■ **WORK INSTRUCTION**:
The goal is to restate all of the records below word for word.

[GIVEN INFORMATION — start]

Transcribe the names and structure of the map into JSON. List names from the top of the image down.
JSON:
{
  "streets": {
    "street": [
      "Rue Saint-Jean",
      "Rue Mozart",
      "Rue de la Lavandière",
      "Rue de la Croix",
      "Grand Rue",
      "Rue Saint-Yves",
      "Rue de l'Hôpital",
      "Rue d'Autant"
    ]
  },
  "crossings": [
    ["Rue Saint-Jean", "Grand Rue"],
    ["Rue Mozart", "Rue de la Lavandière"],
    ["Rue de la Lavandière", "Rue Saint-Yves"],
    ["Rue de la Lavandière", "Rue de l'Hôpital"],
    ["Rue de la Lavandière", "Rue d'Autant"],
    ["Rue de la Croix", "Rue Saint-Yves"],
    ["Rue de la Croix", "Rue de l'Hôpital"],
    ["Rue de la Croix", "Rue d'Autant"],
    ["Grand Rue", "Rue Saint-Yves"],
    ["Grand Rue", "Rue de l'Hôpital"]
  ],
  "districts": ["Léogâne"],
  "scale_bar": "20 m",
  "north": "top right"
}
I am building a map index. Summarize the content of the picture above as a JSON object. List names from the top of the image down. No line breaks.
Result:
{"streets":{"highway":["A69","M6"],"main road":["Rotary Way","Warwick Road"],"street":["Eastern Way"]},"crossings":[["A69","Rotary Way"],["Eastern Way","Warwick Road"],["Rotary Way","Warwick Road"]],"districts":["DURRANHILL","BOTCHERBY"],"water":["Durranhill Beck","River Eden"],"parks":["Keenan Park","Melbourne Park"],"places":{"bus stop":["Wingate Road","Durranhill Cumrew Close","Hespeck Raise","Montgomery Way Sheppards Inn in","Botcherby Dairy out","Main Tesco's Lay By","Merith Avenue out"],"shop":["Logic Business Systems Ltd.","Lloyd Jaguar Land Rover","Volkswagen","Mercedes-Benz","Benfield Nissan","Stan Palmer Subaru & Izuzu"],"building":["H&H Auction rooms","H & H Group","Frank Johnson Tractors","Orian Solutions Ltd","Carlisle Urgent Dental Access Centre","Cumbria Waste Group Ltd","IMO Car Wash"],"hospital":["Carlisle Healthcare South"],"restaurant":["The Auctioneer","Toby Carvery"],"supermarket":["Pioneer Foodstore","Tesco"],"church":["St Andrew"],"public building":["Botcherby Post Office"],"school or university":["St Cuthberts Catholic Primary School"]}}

[GIVEN INFORMATION — finish]

■ **TASK SOLUTION**:
Transcribe the names and structure of the map into JSON. List names from the top of the image down.
JSON:
{
  "streets": {
    "street": [
      "Rue Saint-Jean",
      "Rue Mozart",
      "Rue de la Lavandière",
      "Rue de la Croix",
      "Grand Rue",
      "Rue Saint-Yves",
      "Rue de l'Hôpital",
      "Rue d'Autant"
    ]
  },
  "crossings": [
    ["Rue Saint-Jean", "Grand Rue"],
    ["Rue Mozart", "Rue de la Lavandière"],
    ["Rue de la Lavandière", "Rue Saint-Yves"],
    ["Rue de la Lavandière", "Rue de l'Hôpital"],
    ["Rue de la Lavandière", "Rue d'Autant"],
    ["Rue de la Croix", "Rue Saint-Yves"],
    ["Rue de la Croix", "Rue de l'Hôpital"],
    ["Rue de la Croix", "Rue d'Autant"],
    ["Grand Rue", "Rue Saint-Yves"],
    ["Grand Rue", "Rue de l'Hôpital"]
  ],
  "districts": ["Léogâne"],
  "scale_bar": "20 m",
  "north": "top right"
}
I am building a map index. Summarize the content of the picture above as a JSON object. List names from the top of the image down. No line breaks.
Result:
{"streets":{"highway":["A69","M6"],"main road":["Rotary Way","Warwick Road"],"street":["Eastern Way"]},"crossings":[["A69","Rotary Way"],["Eastern Way","Warwick Road"],["Rotary Way","Warwick Road"]],"districts":["DURRANHILL","BOTCHERBY"],"water":["Durranhill Beck","River Eden"],"parks":["Keenan Park","Melbourne Park"],"places":{"bus stop":["Wingate Road","Durranhill Cumrew Close","Hespeck Raise","Montgomery Way Sheppards Inn in","Botcherby Dairy out","Main Tesco's Lay By","Merith Avenue out"],"shop":["Logic Business Systems Ltd.","Lloyd Jaguar Land Rover","Volkswagen","Mercedes-Benz","Benfield Nissan","Stan Palmer Subaru & Izuzu"],"building":["H&H Auction rooms","H & H Group","Frank Johnson Tractors","Orian Solutions Ltd","Carlisle Urgent Dental Access Centre","Cumbria Waste Group Ltd","IMO Car Wash"],"hospital":["Carlisle Healthcare South"],"restaurant":["The Auctioneer","Toby Carvery"],"supermarket":["Pioneer Foodstore","Tesco"],"church":["St Andrew"],"public building":["Botcherby Post Office"],"school or university":["St Cuthberts Catholic Primary School"]}}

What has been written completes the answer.